Après plusieurs foires agricoles dans la capitale des Comores, le CRDE Hamalengo a organisé, un marché solidaire de deux jours, à Mitsamihuli, du samedi jusqu’hier. L’idée est de faciliter la vie quotidienne de la population en cette période de crise économique et alimentaire. Des bananes, des ignames, du Manioc, du gingembre, entre autres, sont vendus à des prix réduits à la baisse.

Le CRDE Hamalengo a organisé des marchés solidaires, à Moroni, Rotary Club. Et cette fois-ci, c’est le tour de la région de Mitsamihuli. Il s’agit de deux jours de vente des tonnes de produits agricoles, notamment le Manioc, la banane, de l’igname, du gingembre, et autres, à des prix abordables. Une manière de faciliter la population pour faire face à la crise économique et alimentaire que traverse le pays. C’est par l’appui de leur principal partenaire qui est le PNDU pour que l’agriculture soit un levier pour le développement socio-économique.

Et plusieurs habitants de la région témoignent de leur satisfaction. C’est surtout, selon eux, à cause de la rupture du riz ordinaire que les comoriens s’intéressent à consommer des produits agricoles. « Nous saluons l’organisation de ce marché solidaire à Mitsamihuli qui vient de remplacer, automatiquement,  le riz ordinaire. Tous les habitants sont donc obligés de venir acheter de la banane, du Manioc, de l’igname, entre autres, pour nourrir les familles. Et les prix ont baissé : un kilogramme d’igname coûte 350 kmf. Alors, c’est facile d’en acheter », a témoigné un jeune client.

Par ailleurs, un père d’une soixantaine d’années a appelé aux jeunes à l’agriculture afin d’avoir une autosuffisance alimentaire. « Ce qui se passe dans le pays donne des leçons.

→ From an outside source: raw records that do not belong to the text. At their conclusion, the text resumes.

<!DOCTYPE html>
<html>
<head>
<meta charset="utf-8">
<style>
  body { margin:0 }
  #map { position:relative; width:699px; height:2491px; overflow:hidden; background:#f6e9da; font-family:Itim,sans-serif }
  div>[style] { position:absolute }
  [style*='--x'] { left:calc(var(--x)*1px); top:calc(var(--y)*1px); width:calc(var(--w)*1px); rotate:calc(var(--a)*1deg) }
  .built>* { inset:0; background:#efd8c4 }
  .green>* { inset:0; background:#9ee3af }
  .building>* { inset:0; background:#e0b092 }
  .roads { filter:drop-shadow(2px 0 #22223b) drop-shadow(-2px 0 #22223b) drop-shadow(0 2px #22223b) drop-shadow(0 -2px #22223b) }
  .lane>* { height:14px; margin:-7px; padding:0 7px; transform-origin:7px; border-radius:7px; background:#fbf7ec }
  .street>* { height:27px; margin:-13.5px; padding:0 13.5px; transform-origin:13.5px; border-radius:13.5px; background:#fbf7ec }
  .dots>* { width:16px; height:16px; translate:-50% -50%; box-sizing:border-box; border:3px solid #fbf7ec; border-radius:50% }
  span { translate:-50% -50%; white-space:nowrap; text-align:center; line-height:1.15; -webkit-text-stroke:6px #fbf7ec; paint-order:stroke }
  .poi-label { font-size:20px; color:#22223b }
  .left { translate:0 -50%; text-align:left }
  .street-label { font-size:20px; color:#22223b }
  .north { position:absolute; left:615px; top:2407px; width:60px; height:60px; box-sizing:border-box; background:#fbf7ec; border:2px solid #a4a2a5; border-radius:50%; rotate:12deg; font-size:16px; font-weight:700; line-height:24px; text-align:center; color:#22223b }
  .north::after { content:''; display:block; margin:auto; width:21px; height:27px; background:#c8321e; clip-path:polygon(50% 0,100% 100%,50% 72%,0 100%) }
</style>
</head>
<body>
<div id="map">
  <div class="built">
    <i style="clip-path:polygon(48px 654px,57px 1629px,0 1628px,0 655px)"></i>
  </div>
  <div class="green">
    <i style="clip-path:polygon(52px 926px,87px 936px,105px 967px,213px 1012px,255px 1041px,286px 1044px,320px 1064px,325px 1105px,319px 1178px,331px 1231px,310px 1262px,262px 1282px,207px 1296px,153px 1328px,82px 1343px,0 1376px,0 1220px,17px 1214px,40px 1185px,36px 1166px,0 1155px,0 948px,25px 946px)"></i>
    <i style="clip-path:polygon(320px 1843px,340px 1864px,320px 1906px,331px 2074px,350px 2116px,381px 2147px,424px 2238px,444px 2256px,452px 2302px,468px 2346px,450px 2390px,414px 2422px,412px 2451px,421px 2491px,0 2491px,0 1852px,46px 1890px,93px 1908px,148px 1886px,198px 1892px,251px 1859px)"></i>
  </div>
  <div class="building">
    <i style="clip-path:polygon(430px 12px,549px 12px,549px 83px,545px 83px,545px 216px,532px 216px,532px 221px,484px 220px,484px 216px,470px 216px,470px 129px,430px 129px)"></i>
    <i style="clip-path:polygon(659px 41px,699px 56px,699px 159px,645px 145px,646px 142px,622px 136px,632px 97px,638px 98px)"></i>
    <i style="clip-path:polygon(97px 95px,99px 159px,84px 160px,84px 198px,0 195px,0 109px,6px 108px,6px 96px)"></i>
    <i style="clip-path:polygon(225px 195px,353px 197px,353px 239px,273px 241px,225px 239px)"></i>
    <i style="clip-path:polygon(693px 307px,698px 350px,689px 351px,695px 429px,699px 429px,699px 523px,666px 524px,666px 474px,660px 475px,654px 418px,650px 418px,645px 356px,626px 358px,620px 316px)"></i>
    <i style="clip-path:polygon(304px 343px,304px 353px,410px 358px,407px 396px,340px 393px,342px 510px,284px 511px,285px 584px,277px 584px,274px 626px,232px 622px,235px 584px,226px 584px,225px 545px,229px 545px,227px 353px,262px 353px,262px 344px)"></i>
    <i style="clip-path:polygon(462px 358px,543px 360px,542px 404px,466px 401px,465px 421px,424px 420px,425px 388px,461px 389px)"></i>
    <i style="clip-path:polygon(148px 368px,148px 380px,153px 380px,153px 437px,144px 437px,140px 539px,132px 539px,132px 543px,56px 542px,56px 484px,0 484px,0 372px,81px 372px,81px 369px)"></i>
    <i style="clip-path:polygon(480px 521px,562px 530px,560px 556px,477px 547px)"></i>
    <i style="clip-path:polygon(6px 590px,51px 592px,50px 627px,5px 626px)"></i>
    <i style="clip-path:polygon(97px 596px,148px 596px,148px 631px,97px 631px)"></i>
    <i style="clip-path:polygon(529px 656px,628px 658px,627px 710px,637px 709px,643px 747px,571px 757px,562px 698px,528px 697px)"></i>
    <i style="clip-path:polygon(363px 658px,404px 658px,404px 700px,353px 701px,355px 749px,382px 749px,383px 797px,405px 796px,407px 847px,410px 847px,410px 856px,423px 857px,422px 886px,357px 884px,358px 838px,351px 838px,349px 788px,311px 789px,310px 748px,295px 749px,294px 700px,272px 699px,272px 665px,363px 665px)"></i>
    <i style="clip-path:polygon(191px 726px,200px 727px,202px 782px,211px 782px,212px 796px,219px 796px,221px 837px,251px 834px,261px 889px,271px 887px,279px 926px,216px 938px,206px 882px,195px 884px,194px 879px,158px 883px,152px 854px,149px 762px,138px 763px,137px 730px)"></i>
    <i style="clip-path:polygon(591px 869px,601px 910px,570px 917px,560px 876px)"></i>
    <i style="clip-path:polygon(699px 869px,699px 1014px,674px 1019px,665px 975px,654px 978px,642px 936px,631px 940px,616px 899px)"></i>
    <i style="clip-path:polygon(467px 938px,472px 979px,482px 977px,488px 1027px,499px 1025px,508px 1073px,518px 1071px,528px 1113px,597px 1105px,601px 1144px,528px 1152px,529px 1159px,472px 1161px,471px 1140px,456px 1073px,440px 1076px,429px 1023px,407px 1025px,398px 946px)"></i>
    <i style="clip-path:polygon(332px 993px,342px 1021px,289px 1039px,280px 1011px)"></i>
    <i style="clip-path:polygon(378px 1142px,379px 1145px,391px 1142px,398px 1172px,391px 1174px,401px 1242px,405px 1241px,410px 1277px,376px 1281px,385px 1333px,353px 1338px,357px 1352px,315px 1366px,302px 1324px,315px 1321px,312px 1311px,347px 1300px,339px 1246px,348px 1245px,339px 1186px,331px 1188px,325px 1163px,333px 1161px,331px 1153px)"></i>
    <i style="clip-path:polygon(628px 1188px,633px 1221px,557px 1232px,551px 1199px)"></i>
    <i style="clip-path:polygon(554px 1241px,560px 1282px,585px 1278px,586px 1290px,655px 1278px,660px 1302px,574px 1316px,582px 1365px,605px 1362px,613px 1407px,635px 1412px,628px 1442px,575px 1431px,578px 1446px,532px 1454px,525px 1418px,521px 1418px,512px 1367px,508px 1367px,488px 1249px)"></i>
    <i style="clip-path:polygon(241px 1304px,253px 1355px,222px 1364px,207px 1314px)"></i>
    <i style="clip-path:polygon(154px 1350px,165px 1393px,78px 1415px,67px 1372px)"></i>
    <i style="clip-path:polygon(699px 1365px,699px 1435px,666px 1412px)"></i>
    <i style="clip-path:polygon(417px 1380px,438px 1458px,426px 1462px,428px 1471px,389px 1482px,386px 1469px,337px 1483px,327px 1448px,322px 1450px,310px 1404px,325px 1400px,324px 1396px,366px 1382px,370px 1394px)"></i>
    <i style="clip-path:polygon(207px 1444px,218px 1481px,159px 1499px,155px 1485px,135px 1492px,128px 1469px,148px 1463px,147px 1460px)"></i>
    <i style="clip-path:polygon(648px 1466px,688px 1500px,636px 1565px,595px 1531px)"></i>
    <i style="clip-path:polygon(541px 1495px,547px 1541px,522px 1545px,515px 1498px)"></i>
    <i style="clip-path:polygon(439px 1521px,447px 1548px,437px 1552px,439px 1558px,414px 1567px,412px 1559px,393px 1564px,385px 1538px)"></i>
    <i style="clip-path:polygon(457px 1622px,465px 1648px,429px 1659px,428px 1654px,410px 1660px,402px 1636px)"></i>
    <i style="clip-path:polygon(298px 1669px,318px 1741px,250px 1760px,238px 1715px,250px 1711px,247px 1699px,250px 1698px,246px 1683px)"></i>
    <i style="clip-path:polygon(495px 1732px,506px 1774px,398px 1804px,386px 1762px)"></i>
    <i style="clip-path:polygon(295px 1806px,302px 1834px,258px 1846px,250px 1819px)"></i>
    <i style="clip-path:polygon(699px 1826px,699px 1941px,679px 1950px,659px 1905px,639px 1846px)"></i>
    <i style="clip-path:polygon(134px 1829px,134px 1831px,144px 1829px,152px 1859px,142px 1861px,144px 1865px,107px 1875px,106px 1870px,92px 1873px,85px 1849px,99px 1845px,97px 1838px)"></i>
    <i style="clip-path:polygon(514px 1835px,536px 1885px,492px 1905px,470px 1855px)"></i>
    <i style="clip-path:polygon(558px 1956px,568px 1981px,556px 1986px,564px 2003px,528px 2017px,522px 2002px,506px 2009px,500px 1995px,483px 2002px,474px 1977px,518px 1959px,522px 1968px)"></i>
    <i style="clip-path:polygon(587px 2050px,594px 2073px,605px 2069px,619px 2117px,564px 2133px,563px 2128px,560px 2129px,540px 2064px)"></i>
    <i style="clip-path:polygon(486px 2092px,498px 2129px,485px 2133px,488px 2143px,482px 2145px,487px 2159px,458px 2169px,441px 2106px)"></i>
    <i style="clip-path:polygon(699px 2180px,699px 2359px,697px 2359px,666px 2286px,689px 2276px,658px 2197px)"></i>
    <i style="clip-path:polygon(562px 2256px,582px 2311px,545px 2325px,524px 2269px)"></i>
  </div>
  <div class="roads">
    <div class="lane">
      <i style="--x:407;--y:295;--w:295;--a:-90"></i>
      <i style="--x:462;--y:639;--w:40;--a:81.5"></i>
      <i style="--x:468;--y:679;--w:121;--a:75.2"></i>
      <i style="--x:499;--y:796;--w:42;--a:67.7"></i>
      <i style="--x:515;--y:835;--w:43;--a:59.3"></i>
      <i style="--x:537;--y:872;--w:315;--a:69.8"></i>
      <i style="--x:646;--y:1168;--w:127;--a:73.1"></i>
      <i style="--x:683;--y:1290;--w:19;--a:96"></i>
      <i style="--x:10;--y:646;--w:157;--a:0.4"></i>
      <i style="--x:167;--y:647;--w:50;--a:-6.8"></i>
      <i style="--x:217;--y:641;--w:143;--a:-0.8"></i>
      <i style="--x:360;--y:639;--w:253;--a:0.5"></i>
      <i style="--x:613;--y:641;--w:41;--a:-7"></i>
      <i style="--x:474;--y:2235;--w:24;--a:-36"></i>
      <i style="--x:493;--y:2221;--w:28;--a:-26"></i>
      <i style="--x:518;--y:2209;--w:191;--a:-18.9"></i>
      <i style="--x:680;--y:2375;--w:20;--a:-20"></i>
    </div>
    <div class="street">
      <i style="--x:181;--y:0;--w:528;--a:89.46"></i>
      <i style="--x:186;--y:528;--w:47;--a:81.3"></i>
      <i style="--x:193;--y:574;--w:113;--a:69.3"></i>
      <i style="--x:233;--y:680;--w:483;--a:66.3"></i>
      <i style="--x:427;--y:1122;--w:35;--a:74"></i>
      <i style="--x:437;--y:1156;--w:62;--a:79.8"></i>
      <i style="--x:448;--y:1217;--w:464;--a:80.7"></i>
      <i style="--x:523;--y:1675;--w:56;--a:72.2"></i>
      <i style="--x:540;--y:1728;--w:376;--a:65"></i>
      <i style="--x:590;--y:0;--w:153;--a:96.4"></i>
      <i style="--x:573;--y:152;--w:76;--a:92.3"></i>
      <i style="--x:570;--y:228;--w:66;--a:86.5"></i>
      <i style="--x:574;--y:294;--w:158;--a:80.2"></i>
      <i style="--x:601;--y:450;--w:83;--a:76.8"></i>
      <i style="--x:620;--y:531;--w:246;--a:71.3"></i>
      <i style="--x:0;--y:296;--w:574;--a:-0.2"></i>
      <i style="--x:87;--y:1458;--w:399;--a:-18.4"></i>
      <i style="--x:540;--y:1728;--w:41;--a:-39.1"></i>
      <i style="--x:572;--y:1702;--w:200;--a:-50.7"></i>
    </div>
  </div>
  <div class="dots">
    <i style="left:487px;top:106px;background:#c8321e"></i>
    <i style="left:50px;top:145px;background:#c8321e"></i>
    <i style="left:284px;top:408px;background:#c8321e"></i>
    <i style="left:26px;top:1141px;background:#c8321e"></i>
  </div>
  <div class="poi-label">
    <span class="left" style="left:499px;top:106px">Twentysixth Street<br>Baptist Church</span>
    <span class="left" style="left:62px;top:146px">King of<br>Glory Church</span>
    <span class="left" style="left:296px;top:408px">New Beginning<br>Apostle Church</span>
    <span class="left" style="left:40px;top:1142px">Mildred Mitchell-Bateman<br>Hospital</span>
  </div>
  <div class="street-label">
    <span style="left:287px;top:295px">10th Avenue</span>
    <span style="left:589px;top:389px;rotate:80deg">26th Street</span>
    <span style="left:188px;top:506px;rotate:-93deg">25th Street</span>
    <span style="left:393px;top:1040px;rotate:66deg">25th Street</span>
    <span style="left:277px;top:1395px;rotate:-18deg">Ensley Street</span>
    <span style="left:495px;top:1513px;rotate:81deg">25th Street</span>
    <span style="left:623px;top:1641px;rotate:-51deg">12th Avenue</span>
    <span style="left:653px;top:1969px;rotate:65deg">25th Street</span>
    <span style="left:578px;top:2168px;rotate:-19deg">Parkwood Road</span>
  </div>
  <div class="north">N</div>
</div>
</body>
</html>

Car le pays est frappé par cette crise alimentaire puisque la plupart des produits alimentaires sont importés. Il est temps de labourer les champs pour que le pays ne tombe pas, à nouveau, dans des situations pareilles. Le gouvernement et les acteurs concernés sont obligés de réfléchir sur des démarches d’approvisionnement », a-t-il souligné.